Work instructions: Among the entries below, find the lines with "function" and copy them.

··· Records provided

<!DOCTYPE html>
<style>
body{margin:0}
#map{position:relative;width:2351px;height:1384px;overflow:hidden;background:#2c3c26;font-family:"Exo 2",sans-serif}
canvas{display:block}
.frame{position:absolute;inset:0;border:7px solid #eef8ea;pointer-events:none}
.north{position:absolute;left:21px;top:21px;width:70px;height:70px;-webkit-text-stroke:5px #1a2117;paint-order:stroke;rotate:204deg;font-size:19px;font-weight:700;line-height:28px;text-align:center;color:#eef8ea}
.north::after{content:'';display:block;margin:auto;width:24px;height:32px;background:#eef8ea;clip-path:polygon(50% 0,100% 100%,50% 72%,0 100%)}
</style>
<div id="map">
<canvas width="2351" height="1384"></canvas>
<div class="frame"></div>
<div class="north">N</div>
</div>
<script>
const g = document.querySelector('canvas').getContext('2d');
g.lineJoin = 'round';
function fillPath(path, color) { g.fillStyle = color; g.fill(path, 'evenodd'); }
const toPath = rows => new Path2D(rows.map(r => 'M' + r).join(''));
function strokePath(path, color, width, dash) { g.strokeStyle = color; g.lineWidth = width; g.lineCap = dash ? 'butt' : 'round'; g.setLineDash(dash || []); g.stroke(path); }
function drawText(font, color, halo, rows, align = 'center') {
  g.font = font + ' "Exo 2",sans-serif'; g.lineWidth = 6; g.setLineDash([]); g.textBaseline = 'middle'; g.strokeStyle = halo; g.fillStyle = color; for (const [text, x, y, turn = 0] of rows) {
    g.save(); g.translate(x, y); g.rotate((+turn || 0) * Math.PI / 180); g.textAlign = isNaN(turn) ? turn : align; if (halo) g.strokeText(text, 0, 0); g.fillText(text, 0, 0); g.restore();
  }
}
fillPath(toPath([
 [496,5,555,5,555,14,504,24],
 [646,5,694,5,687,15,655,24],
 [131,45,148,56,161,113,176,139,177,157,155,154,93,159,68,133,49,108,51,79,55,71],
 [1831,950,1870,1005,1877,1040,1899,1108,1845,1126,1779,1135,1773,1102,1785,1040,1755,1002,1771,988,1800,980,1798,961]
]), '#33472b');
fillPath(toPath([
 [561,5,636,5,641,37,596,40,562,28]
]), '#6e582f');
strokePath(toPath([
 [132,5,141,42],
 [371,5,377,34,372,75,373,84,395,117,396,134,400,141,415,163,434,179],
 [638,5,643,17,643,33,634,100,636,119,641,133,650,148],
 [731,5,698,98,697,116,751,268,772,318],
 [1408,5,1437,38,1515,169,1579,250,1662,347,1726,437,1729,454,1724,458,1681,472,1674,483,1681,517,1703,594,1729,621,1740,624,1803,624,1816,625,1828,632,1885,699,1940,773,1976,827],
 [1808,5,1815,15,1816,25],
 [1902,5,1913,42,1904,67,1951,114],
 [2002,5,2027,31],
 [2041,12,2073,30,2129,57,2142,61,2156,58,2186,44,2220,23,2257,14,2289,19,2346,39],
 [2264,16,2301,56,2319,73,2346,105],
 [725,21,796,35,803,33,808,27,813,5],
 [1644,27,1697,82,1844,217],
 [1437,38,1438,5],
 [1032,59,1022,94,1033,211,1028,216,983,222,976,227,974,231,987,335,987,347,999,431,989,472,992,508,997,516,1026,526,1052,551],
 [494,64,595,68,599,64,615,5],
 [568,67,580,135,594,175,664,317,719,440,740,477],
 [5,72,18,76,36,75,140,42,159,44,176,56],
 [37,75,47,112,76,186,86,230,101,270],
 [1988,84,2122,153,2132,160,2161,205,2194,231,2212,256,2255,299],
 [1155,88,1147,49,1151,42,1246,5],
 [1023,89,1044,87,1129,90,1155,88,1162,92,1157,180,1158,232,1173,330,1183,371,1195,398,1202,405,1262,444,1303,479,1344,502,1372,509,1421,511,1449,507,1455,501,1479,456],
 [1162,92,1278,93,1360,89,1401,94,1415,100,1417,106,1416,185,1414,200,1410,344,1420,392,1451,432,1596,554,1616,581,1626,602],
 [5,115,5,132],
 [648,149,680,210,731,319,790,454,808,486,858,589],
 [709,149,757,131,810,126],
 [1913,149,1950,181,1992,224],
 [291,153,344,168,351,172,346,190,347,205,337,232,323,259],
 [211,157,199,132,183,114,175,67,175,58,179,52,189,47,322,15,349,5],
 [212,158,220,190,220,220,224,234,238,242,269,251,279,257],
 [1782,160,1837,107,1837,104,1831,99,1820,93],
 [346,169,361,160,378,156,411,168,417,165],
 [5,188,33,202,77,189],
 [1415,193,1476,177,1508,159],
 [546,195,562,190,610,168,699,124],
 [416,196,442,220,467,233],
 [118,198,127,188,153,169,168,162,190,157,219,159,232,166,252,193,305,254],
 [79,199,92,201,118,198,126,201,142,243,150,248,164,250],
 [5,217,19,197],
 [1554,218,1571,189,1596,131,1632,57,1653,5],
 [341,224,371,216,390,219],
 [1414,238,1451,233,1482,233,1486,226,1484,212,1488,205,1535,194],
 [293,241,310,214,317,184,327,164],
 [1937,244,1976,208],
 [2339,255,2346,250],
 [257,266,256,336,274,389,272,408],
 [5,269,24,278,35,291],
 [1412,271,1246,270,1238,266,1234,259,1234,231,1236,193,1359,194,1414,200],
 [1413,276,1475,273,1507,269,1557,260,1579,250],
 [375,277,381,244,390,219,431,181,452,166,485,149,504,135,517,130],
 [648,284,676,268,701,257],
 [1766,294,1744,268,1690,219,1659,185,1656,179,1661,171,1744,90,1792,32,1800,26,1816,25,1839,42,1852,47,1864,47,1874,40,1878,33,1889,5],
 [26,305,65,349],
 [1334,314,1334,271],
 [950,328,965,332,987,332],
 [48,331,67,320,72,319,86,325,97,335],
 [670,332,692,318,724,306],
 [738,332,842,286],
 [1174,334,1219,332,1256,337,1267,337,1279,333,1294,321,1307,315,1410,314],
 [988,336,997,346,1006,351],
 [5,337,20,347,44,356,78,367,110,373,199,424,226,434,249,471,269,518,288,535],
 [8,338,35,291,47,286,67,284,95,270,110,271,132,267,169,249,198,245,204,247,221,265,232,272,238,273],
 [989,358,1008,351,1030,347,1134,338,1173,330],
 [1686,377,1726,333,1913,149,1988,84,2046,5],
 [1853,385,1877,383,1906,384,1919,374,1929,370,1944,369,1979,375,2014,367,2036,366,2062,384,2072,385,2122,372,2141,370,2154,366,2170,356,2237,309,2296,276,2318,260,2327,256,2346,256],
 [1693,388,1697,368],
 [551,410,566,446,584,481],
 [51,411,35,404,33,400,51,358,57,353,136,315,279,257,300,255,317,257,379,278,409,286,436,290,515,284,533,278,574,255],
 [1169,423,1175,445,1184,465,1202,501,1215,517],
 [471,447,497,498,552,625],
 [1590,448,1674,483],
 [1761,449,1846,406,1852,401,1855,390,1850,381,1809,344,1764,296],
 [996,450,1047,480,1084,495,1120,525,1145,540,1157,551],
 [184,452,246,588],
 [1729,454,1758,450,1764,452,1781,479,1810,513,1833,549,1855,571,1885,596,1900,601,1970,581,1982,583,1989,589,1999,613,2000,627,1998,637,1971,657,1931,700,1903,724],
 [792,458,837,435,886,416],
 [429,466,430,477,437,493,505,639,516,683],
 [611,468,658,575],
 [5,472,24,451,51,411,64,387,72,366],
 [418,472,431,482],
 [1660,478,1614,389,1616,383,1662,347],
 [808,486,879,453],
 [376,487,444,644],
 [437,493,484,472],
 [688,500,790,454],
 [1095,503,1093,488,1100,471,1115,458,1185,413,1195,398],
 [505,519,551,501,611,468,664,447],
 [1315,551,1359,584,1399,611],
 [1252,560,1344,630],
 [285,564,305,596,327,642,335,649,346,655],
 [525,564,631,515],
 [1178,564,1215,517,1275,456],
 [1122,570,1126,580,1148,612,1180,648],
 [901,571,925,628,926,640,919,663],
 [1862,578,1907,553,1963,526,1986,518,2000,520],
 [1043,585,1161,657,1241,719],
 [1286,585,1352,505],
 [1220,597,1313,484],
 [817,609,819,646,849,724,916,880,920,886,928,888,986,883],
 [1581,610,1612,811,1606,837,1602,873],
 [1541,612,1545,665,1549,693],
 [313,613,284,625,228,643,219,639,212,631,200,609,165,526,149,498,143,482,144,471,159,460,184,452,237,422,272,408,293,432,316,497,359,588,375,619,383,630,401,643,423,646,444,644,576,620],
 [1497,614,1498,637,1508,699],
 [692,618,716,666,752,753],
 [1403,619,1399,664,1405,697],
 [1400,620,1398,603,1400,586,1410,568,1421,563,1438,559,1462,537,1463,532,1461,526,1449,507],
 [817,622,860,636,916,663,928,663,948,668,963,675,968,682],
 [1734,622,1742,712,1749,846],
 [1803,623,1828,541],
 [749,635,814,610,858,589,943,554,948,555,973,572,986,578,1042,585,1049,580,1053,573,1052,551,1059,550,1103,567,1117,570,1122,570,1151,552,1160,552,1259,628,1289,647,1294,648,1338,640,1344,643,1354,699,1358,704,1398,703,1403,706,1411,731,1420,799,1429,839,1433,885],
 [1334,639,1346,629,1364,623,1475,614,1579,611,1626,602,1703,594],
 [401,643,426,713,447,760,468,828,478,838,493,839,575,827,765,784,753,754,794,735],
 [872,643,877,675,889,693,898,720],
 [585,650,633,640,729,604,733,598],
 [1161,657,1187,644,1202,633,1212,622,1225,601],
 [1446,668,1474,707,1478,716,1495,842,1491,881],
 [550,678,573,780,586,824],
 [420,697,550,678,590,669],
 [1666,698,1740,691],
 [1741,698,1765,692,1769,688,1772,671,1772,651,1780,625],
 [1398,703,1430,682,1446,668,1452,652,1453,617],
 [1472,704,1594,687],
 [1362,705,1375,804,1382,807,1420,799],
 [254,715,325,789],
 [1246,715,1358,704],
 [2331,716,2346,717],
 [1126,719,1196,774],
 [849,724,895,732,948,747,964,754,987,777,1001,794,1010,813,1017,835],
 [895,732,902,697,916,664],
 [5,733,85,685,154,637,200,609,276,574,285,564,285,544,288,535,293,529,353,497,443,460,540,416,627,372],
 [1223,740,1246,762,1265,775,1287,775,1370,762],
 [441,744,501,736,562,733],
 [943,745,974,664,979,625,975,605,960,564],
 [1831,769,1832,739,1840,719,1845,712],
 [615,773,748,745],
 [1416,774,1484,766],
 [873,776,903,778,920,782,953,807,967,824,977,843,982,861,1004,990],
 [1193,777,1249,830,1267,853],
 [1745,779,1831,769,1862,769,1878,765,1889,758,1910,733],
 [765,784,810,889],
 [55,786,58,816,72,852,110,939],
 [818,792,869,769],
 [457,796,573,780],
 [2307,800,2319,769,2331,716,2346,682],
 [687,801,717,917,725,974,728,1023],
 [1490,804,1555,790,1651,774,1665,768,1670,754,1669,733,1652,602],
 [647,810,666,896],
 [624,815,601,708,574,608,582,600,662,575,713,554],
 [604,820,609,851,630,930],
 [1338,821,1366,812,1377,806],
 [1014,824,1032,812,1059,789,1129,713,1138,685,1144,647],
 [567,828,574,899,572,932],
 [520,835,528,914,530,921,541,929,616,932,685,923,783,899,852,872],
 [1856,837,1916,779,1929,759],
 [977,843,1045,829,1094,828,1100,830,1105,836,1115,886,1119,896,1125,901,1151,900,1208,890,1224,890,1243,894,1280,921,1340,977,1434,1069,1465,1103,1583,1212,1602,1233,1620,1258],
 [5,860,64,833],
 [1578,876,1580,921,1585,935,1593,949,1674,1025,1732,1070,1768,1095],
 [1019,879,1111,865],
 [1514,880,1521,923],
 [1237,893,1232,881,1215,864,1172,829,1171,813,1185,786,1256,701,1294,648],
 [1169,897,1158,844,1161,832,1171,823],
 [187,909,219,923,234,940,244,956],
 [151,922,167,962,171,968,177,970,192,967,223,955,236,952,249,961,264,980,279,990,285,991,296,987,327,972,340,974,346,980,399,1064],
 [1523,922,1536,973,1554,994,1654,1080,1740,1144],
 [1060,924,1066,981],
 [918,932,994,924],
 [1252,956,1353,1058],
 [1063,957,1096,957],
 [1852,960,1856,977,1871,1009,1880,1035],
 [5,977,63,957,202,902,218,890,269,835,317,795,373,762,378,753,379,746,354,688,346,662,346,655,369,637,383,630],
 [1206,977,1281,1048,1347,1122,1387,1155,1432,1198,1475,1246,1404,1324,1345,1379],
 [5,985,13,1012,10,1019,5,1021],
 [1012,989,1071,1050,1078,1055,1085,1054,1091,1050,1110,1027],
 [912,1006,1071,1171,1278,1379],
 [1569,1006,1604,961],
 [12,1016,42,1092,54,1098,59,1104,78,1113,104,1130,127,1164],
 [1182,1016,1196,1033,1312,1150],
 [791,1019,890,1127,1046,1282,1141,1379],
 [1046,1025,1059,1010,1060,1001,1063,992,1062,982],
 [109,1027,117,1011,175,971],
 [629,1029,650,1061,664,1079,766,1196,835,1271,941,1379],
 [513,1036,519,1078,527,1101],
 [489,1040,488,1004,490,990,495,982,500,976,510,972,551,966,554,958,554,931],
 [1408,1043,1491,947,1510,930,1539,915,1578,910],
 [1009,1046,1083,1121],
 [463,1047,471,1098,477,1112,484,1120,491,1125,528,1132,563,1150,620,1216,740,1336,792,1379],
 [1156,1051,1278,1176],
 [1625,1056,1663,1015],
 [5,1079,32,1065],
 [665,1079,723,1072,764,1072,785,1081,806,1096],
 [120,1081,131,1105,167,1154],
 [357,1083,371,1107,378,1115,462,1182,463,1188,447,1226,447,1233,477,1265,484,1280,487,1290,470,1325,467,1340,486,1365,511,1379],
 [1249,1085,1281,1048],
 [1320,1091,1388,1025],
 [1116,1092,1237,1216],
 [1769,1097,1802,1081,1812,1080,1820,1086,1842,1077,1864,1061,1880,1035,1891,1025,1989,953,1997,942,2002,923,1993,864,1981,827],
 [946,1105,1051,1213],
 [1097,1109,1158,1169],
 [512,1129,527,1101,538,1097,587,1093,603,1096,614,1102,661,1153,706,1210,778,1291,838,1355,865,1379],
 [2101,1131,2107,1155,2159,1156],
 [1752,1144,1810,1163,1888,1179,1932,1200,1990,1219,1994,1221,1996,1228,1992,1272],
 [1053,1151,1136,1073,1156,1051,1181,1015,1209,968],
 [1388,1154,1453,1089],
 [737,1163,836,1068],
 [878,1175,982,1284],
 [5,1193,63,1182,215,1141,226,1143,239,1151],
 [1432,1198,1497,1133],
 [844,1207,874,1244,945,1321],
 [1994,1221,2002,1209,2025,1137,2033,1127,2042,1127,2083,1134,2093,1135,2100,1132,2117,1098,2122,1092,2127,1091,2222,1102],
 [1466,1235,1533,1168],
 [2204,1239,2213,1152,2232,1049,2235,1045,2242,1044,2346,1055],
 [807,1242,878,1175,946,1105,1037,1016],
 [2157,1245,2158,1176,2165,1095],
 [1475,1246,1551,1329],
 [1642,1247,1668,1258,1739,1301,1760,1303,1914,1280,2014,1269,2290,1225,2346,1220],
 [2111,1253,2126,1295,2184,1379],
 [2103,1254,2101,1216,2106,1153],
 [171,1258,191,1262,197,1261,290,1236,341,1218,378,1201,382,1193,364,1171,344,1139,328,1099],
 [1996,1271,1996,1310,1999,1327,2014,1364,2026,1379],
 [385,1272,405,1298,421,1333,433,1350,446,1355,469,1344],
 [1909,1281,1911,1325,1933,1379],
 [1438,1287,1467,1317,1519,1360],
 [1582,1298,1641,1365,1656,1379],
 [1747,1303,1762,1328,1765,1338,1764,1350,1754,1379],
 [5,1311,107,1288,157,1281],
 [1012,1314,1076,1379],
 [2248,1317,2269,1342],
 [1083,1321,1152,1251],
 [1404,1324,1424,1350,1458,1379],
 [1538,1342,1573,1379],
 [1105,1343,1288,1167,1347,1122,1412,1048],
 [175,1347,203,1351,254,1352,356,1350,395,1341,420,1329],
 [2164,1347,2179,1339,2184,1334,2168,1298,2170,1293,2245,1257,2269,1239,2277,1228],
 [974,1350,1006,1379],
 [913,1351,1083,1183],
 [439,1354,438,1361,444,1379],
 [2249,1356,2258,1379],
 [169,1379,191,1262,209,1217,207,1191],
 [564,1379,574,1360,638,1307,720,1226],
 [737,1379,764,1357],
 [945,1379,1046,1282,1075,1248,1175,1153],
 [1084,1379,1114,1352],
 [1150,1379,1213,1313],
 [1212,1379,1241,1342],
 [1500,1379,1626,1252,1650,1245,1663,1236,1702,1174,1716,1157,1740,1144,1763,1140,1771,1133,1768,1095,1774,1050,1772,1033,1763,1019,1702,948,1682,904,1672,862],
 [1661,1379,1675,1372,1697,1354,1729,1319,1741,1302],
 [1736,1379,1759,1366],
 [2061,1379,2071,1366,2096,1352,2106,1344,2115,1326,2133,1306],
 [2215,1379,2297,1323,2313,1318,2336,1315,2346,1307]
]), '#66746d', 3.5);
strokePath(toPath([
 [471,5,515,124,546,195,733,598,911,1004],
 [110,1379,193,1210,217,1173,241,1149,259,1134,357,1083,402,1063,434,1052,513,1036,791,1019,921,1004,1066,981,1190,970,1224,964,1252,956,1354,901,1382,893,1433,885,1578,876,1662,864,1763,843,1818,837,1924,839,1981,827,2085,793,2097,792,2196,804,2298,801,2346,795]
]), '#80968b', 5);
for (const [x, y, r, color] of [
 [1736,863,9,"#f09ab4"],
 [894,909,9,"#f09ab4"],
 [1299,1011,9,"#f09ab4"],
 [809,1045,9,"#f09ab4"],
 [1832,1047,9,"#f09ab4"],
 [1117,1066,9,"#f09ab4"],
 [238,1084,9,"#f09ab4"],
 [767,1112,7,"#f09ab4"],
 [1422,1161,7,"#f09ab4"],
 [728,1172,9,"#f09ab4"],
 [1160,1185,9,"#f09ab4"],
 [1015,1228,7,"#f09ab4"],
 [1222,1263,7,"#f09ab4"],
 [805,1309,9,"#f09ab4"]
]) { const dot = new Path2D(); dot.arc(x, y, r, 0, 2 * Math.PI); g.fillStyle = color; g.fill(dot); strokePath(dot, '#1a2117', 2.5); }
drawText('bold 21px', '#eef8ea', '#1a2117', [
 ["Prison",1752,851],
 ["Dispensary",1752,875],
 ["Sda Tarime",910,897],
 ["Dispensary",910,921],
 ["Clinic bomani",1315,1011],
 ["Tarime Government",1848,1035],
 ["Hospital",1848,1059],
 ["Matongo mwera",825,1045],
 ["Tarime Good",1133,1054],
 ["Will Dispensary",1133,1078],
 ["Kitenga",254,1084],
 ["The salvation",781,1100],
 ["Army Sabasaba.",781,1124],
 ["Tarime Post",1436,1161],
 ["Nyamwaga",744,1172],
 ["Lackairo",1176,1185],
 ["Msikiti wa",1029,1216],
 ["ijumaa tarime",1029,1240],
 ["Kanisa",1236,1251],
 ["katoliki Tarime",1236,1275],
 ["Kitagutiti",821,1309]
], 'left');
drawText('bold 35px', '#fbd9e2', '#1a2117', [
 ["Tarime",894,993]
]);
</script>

······

Result for this exercise:
function fillPath(path, color) { g.fillStyle = color; g.fill(path, 'evenodd'); }
function strokePath(path, color, width, dash) { g.strokeStyle = color; g.lineWidth = width; g.lineCap = dash ? 'butt' : 'round'; g.setLineDash(dash || []); g.stroke(path); }
function drawText(font, color, halo, rows, align = 'center') {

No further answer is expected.